With the first line below as the start and the line containing "border:10px solid #d22;" as the end, copy every line between them exactly, ends included.

──────── DATA SECTION ────────

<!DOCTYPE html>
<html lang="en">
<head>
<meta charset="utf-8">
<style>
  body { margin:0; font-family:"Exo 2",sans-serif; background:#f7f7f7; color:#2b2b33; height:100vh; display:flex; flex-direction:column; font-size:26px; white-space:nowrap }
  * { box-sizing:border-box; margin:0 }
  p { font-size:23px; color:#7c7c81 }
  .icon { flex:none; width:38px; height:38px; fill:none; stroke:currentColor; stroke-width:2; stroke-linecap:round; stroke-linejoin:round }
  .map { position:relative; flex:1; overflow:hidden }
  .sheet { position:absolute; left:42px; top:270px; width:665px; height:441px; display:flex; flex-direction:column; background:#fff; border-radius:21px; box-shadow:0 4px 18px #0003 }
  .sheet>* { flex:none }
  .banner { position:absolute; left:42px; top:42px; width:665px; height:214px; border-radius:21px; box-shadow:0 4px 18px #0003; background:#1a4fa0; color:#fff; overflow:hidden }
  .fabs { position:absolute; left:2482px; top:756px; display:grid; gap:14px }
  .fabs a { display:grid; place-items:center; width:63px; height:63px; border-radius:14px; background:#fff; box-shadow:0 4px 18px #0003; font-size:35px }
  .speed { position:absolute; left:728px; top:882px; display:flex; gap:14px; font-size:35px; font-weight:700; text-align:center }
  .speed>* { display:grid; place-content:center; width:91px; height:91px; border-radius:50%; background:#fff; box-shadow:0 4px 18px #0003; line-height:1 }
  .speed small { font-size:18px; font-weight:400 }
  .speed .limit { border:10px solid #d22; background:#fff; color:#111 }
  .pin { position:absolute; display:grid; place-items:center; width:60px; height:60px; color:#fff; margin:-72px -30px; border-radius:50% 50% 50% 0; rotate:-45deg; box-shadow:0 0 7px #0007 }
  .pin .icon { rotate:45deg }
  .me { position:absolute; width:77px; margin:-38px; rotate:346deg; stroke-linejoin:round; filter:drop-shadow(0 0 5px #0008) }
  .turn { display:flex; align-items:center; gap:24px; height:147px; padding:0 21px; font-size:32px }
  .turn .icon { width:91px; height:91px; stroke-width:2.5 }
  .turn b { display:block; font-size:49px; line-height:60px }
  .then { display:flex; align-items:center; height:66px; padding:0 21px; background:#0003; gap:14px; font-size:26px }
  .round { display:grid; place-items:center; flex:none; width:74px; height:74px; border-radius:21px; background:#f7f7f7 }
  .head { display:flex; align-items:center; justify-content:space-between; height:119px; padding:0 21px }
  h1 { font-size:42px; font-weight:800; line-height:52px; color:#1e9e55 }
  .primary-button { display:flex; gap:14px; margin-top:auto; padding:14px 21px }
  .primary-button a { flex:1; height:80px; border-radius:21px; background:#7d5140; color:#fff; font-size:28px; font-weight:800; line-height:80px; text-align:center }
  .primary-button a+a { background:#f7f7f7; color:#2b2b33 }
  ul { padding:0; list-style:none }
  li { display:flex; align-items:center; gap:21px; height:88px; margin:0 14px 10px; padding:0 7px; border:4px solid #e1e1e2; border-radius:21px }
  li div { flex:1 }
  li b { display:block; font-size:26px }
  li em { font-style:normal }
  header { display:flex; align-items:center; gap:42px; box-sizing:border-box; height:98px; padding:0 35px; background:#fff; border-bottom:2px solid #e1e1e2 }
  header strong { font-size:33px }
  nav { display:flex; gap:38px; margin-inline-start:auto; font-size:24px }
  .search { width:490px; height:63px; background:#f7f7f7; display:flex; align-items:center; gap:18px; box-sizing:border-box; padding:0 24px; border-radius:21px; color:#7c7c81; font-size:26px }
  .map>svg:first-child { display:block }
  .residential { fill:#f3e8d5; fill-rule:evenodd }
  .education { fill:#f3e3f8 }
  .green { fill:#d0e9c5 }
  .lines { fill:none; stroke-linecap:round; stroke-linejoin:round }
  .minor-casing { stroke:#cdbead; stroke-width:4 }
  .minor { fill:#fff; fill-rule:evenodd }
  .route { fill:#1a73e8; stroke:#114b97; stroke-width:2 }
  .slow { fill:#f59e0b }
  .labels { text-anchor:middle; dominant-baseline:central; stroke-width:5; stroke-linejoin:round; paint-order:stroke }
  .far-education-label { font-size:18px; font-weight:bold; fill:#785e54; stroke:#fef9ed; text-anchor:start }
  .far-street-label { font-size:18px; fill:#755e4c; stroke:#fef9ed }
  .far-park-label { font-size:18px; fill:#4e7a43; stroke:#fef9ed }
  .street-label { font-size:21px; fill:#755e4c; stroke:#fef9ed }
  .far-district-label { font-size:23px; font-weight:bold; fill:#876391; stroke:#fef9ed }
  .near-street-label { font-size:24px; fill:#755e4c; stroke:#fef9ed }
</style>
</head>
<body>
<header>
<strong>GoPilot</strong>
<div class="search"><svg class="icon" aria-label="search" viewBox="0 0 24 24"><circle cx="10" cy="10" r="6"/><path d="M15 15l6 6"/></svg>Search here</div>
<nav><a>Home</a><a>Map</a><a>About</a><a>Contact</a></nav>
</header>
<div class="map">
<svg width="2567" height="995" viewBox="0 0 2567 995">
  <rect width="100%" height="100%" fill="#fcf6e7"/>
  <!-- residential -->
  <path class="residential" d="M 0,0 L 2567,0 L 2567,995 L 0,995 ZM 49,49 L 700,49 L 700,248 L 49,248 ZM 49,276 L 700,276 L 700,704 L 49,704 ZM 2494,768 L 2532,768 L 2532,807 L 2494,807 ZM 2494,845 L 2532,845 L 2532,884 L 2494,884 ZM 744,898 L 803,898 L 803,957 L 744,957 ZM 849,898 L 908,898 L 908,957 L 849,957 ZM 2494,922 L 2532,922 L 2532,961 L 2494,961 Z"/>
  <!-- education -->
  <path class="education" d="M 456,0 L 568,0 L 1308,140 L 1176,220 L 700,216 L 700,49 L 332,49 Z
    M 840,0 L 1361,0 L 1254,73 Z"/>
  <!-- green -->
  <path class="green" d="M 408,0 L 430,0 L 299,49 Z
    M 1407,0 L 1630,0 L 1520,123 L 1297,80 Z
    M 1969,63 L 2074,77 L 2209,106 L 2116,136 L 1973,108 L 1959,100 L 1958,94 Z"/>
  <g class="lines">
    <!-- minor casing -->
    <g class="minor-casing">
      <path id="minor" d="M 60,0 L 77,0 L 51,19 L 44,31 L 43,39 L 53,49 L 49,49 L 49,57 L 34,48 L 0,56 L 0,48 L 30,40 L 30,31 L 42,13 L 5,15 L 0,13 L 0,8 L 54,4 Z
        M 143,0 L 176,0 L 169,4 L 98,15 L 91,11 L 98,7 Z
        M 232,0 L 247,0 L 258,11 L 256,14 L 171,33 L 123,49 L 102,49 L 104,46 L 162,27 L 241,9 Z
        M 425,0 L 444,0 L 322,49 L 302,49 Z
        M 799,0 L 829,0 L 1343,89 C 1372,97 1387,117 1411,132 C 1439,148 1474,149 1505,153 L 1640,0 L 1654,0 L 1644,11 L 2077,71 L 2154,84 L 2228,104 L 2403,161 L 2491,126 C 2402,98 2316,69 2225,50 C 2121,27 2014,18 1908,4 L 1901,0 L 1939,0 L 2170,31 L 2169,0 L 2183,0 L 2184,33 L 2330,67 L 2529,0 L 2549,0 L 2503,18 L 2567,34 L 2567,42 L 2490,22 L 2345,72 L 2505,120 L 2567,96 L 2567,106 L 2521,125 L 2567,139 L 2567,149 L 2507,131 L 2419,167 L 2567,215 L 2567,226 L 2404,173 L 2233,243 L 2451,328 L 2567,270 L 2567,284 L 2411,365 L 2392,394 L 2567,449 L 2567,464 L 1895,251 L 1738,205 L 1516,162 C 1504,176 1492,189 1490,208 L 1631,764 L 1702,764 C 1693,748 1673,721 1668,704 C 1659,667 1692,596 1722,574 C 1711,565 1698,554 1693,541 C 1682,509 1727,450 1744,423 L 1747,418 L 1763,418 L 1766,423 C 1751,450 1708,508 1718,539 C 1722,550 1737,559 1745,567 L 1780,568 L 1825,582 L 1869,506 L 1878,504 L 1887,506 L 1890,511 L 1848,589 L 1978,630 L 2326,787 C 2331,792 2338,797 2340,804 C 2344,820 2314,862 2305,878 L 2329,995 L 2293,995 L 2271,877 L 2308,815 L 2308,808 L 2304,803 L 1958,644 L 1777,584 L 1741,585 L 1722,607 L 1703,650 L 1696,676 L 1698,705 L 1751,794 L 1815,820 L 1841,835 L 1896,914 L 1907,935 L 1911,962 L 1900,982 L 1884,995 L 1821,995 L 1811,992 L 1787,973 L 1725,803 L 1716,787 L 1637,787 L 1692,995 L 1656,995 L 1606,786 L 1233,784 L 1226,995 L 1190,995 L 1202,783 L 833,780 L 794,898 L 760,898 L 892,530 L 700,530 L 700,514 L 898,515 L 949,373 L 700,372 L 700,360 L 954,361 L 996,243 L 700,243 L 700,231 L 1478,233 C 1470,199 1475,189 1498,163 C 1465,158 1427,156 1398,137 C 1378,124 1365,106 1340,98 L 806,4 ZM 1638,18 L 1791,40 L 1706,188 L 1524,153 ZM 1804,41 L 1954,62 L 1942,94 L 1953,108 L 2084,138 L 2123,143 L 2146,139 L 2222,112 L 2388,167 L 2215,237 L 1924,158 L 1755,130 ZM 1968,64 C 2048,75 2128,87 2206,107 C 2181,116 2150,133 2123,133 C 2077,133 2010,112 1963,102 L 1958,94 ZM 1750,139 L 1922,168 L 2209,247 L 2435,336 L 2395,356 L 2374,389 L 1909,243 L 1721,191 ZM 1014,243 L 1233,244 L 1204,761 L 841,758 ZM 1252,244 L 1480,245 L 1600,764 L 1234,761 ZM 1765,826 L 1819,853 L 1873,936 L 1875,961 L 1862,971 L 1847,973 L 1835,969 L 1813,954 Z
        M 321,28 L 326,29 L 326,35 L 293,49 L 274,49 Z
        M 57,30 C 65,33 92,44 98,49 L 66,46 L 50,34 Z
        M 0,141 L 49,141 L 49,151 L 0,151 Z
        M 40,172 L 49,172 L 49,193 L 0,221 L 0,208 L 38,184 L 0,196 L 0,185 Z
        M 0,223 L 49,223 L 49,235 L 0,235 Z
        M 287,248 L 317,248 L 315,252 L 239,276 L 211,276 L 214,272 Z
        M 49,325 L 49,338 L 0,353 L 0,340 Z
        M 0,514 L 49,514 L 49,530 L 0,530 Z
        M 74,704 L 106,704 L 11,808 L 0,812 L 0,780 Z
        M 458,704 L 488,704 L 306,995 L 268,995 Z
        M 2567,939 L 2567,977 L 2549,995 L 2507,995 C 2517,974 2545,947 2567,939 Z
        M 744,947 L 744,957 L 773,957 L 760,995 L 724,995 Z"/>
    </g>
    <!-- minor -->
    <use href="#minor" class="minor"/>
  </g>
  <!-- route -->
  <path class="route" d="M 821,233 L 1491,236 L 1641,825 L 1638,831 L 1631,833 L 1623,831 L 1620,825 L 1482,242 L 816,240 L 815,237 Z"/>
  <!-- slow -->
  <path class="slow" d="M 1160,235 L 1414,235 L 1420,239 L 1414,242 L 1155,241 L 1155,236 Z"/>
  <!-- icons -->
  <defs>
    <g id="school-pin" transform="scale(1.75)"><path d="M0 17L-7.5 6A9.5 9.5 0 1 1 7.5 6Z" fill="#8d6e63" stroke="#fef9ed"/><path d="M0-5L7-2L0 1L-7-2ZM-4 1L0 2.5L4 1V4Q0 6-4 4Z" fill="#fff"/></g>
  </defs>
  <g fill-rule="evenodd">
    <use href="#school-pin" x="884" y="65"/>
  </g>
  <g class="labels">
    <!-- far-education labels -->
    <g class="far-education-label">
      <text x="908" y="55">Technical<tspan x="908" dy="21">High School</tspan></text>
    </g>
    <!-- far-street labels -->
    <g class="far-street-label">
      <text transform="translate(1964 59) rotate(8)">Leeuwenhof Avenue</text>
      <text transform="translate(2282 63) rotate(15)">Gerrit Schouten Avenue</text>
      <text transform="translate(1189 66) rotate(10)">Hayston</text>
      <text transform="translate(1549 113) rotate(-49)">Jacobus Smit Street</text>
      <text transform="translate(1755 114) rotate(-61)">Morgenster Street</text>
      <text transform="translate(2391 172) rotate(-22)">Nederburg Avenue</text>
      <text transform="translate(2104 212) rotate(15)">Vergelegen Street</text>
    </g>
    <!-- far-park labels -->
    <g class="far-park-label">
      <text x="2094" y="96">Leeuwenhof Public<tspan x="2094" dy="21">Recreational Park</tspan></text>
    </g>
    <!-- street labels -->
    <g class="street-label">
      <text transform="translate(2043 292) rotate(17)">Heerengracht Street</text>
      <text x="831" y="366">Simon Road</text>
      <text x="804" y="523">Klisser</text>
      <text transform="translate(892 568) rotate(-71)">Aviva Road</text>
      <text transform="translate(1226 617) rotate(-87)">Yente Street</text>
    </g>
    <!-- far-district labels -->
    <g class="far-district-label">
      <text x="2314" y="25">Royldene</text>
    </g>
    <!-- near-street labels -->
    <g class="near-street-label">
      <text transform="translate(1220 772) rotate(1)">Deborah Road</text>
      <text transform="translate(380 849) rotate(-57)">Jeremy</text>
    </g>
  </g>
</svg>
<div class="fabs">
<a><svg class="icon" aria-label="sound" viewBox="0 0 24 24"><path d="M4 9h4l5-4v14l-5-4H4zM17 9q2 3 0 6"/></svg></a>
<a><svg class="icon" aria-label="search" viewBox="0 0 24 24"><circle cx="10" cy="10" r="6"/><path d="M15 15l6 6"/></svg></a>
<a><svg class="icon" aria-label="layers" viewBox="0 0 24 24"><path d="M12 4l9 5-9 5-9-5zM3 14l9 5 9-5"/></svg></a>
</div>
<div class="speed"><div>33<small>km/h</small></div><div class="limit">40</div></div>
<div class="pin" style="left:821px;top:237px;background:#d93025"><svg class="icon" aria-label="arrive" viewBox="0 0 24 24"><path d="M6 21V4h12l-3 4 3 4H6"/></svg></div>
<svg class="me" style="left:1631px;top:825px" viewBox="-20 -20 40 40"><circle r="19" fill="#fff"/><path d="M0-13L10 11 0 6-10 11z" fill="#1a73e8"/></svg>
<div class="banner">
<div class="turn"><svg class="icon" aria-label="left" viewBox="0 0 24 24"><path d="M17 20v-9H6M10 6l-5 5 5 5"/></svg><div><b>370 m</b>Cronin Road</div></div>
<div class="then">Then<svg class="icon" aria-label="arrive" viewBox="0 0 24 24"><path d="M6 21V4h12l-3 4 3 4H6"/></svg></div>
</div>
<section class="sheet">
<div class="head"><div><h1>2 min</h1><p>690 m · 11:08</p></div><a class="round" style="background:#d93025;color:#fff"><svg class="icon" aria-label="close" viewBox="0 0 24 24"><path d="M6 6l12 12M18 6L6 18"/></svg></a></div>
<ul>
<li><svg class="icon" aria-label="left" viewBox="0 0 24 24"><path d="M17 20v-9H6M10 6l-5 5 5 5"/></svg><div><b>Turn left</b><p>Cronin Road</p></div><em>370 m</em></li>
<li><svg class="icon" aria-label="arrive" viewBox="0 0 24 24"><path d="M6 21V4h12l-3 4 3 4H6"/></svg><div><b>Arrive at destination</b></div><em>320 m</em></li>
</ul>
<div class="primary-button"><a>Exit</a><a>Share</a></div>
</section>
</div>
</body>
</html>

────────

#### [TASK SOLUTION]
<!DOCTYPE html>
<html lang="en">
<head>
<meta charset="utf-8">
<style>
  body { margin:0; font-family:"Exo 2",sans-serif; background:#f7f7f7; color:#2b2b33; height:100vh; display:flex; flex-direction:column; font-size:26px; white-space:nowrap }
  * { box-sizing:border-box; margin:0 }
  p { font-size:23px; color:#7c7c81 }
  .icon { flex:none; width:38px; height:38px; fill:none; stroke:currentColor; stroke-width:2; stroke-linecap:round; stroke-linejoin:round }
  .map { position:relative; flex:1; overflow:hidden }
  .sheet { position:absolute; left:42px; top:270px; width:665px; height:441px; display:flex; flex-direction:column; background:#fff; border-radius:21px; box-shadow:0 4px 18px #0003 }
  .sheet>* { flex:none }
  .banner { position:absolute; left:42px; top:42px; width:665px; height:214px; border-radius:21px; box-shadow:0 4px 18px #0003; background:#1a4fa0; color:#fff; overflow:hidden }
  .fabs { position:absolute; left:2482px; top:756px; display:grid; gap:14px }
  .fabs a { display:grid; place-items:center; width:63px; height:63px; border-radius:14px; background:#fff; box-shadow:0 4px 18px #0003; font-size:35px }
  .speed { position:absolute; left:728px; top:882px; display:flex; gap:14px; font-size:35px; font-weight:700; text-align:center }
  .speed>* { display:grid; place-content:center; width:91px; height:91px; border-radius:50%; background:#fff; box-shadow:0 4px 18px #0003; line-height:1 }
  .speed small { font-size:18px; font-weight:400 }
  .speed .limit { border:10px solid #d22; background:#fff; color:#111 }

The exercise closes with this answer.